--- Input data ---
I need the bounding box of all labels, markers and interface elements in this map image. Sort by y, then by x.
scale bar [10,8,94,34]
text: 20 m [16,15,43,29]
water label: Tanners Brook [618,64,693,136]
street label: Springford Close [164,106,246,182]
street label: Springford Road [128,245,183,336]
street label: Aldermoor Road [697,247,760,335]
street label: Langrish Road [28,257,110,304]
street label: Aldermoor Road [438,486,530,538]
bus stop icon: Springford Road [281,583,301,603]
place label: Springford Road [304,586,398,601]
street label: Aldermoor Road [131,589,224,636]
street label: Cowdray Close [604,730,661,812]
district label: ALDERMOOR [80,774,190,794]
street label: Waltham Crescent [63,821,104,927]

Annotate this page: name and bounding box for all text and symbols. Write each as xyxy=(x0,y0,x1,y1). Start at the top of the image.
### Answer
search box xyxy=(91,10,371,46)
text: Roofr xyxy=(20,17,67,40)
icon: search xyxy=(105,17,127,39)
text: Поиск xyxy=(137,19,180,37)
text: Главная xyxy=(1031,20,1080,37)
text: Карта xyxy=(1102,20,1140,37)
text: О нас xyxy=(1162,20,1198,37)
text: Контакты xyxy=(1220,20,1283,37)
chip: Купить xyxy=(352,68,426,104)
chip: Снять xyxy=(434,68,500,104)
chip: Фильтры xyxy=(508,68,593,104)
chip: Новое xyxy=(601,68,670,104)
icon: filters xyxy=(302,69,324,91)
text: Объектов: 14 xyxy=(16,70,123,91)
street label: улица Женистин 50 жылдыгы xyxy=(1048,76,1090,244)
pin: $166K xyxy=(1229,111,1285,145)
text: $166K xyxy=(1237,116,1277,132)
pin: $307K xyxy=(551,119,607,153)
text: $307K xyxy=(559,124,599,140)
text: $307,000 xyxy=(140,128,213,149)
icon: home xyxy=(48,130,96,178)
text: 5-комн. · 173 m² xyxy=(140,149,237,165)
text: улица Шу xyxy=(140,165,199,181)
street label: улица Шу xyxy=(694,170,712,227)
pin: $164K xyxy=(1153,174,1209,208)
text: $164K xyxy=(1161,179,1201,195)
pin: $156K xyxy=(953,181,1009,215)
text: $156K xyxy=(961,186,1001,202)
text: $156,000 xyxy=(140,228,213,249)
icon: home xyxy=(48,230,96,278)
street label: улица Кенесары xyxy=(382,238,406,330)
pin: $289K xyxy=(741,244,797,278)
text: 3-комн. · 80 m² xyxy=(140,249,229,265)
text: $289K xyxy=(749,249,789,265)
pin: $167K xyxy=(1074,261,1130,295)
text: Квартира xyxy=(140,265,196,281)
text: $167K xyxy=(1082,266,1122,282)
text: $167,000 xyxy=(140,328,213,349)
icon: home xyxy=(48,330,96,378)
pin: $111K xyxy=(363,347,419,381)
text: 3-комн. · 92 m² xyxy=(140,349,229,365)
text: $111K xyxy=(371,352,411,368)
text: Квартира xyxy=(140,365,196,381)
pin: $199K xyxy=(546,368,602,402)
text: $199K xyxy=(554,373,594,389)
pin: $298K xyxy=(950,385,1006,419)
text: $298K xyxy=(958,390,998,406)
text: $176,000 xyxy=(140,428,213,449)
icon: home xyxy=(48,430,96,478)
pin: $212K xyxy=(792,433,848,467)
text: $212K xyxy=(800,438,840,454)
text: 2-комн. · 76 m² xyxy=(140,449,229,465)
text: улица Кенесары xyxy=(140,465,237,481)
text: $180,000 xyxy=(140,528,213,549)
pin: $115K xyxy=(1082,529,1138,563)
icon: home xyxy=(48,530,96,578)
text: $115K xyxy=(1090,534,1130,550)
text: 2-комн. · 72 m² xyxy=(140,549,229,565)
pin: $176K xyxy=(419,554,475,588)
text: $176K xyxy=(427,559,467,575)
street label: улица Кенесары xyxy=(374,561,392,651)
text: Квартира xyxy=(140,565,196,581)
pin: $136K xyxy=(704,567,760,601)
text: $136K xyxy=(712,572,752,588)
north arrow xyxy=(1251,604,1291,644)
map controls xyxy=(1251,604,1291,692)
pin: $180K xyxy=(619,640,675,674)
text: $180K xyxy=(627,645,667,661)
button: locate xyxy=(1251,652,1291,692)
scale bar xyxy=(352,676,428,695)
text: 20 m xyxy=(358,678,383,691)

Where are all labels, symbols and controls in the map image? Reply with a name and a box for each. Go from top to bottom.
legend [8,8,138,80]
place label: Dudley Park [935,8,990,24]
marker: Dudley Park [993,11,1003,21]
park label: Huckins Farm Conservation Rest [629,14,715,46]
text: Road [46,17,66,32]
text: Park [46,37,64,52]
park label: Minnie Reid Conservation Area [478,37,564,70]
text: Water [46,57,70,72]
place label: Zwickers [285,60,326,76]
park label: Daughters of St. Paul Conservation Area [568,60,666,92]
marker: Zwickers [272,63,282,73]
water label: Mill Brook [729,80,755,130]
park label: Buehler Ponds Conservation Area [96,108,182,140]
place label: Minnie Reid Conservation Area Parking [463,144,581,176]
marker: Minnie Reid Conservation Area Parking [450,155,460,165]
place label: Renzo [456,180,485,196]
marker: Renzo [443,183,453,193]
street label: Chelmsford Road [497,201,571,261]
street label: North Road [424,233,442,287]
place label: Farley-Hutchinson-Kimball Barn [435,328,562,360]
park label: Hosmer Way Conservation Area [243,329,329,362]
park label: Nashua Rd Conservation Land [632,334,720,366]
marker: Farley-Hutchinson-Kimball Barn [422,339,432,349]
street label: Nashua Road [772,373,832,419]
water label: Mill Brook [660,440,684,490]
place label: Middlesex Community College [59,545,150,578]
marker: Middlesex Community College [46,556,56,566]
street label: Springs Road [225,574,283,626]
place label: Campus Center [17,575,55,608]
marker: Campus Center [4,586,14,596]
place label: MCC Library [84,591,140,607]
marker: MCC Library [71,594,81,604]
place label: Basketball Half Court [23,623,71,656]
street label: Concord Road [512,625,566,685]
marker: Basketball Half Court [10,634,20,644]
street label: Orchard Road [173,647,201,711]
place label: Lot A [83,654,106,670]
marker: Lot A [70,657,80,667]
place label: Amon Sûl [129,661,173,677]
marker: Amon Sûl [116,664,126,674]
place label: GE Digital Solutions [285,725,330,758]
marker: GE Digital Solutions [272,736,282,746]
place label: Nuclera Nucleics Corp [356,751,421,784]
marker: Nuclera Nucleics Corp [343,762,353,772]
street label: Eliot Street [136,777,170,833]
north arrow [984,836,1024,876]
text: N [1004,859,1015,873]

--- Work task ---
Throughout the material above, report each line holding the word "labels".

--- Result below ---
I need the bounding box of all labels, markers and interface elements in this map image. Sort by y, then by x.
Where are all labels, symbols and controls in the map image? Reply with a name and a box for each. Go from top to bottom.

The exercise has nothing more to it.